Exercise:
Scan the entries below, and for each line that includes the word "Bohdana", make a copy.

Data shown:
# # # # #
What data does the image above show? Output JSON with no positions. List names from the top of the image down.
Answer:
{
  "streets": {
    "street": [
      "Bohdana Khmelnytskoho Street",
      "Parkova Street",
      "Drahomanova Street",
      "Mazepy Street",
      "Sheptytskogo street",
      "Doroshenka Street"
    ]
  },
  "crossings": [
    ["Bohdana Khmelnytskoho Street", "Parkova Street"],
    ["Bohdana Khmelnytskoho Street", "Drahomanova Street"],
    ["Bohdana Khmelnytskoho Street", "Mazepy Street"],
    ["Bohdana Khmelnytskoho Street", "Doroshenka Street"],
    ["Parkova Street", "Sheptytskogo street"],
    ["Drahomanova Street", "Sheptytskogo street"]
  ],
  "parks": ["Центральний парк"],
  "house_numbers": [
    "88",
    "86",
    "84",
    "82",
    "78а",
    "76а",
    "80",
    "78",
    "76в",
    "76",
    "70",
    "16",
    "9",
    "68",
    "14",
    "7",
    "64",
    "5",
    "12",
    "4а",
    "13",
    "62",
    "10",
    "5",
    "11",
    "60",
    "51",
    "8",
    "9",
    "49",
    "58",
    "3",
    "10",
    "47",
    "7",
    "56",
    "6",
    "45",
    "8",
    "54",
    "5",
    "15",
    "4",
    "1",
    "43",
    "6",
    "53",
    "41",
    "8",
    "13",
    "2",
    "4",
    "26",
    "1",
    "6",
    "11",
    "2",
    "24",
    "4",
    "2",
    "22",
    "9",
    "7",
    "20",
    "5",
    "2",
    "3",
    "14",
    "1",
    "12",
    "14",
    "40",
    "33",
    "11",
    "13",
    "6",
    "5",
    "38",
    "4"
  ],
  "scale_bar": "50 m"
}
# # # # #
Finished exercise:
      "Bohdana Khmelnytskoho Street",
    ["Bohdana Khmelnytskoho Street", "Parkova Street"],
    ["Bohdana Khmelnytskoho Street", "Drahomanova Street"],
    ["Bohdana Khmelnytskoho Street", "Mazepy Street"],
    ["Bohdana Khmelnytskoho Street", "Doroshenka Street"],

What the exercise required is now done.